Multiple prior publications have reported transient decreases in ED and trauma volumes after institution of COVID-19 safety measures, followed by increases in penetrating trauma and gunshot injuries [8,9,10,11,12,13]. However, there is a paucity of studies examining long-term changes in trauma cases and trauma CT volumes during the later stages of the pandemic, as safety measures have been substantially decreased and essentially eliminated in many settings.

Turnaround time is an important metric for ED CT imaging as it reflects access to diagnosis and thereby treatment in a potentially critically ill cohort. Corresponding with the increase in trauma patients and CT examinations, this study demonstrated a 10-min or more increase in examination turnaround time compared to the prior cohorts. Turnaround times are impacted by multiple factors, including staffing and equipment utilization, and may reflect a need for additional resources, for example, in transport and technologist personnel or equipment [21, 22]. While this particular study lacks granular data to identify which factors contributed to the observed increase in turnaround time, one potential explanation may be as simple as the increase in trauma volume. Although we are not aware of any adverse events specifically related to delayed CT examination, timely completion of trauma CT examinations is an essential component of appropriate triage and optimal care [23,24,25]. In addition, imaging of trauma patients can delay evaluation of other ED patients awaiting CT examinations, as trauma patients essentially “skip the line” of patients waiting to be imaged. As trauma cases increased in the POST period, there may have been delays in CT turnaround time for non-trauma emergency department patients, which merits further research.

Reports of increased penetrating trauma have been rampant following the wake of the COVID-19 pandemic [26, 27]. In the present analysis, we found an increased rate of assaults (44% increase) and overall penetrating trauma (also a 44% increase) in the POST period compared to the PRE period, which coincide with increased firearms sales associated with the COVID-19 pandemic [28,29,30,31]. In addition, this study found a 32% increase in motor vehicle collisions, which may be partially explained by other studies finding an increase in risky driving behaviors including driving under the influence of alcohol, speeding, and failure to wear seatbelts in 2020, the most recent year for which data is available [32, 33]. While this data is concerning, further multicenter studies are needed to confirm the generalizability of these trends and attempt to elucidate if there are any opportunities for primary prevention to curtail these concerning findings.

This study has inherent limitations by virtue of its retrospective single-center design.

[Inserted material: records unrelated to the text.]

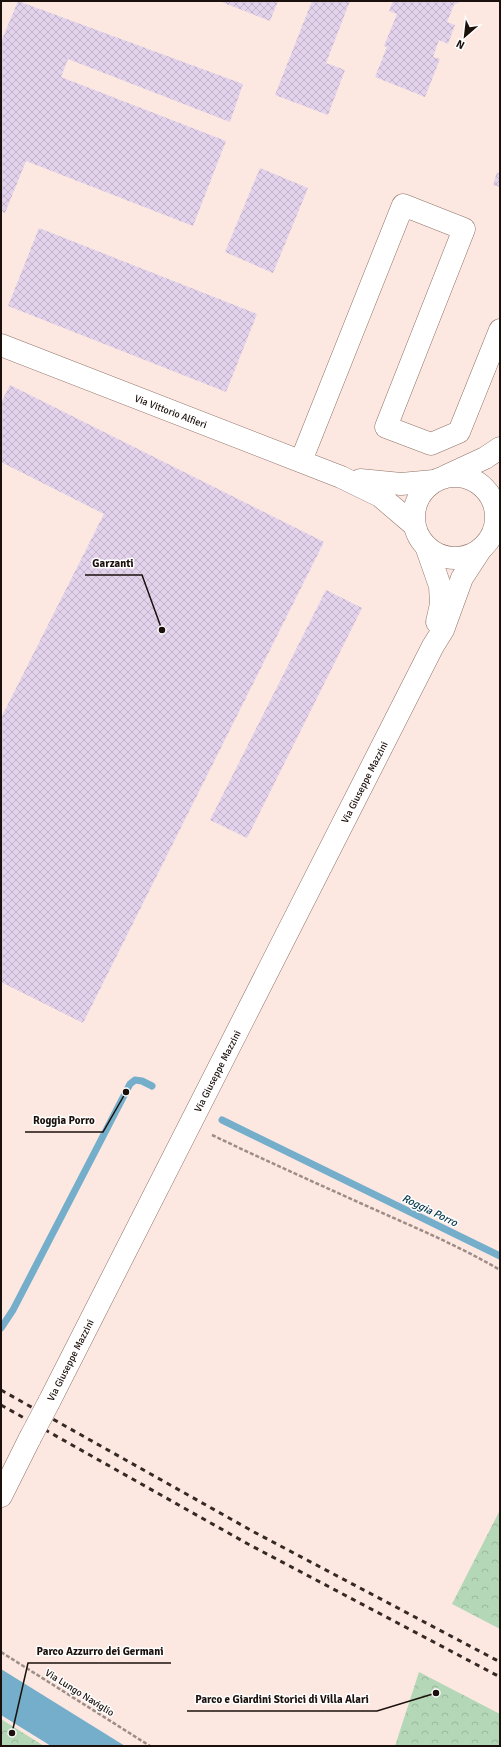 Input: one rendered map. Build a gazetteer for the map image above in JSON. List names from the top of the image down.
{
  "streets": {
    "street": ["Via Vittorio Alfieri", "Via Giuseppe Mazzini"],
    "path": ["Via Lungo Naviglio"]
  },
  "crossings": [
    ["Via Vittorio Alfieri", "Via Giuseppe Mazzini"]
  ],
  "water": ["Roggia Porro"],
  "places": [
    "Garzanti",
    "Roggia Porro",
    "Parco e Giardini Storici di Villa Alari",
    "Parco Azzurro dei Germani"
  ],
  "north": "bottom left"
} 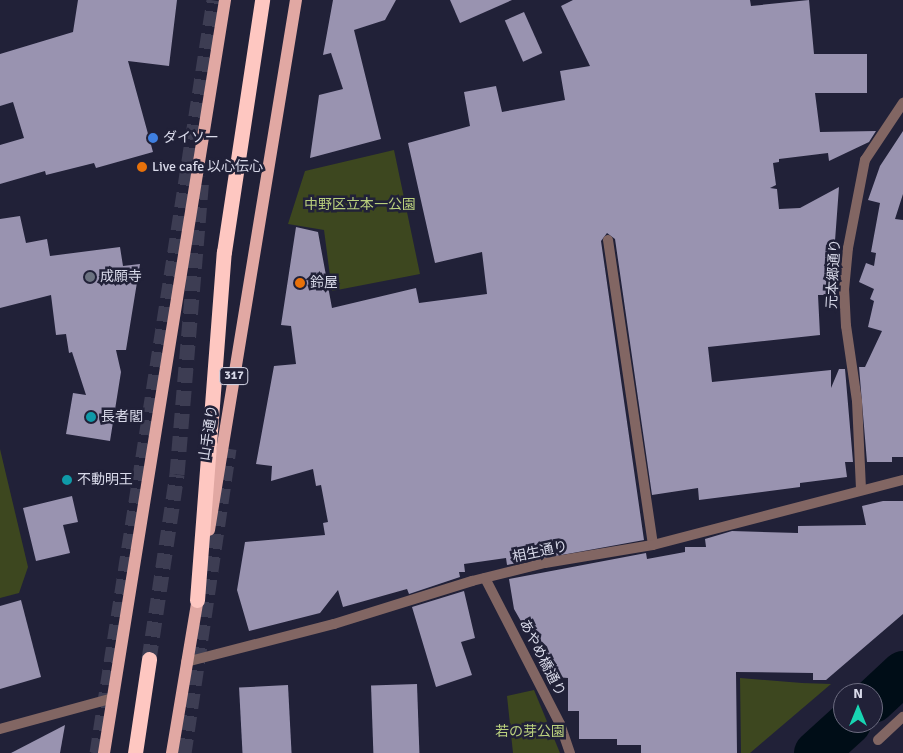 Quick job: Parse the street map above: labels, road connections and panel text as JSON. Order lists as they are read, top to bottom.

In addition, as previously mentioned due to the single-center design, this study may lack generalizability. Also, although COVID safety measures during the study period represent an important societal event, we did not control for additional variables which may have had an impact, including other societal factors, seasonality, or longer-term trends in trauma volumes and mechanisms.

Conclusion

The COVID-19 pandemic has had substantial impacts on healthcare, social determinants of health, and society at large. This study spanning 3 periods surrounding the COVID-19 pandemic found significant increases in overall trauma volumes and turnaround times for CT imaging during the most recent POST phase of the COVID-19 pandemic, following substantial decreases in COVID safety measures. These findings suggest that additional resources, innovative approaches, and further research are necessary to effectively provide emergent imaging for an increasing trauma population.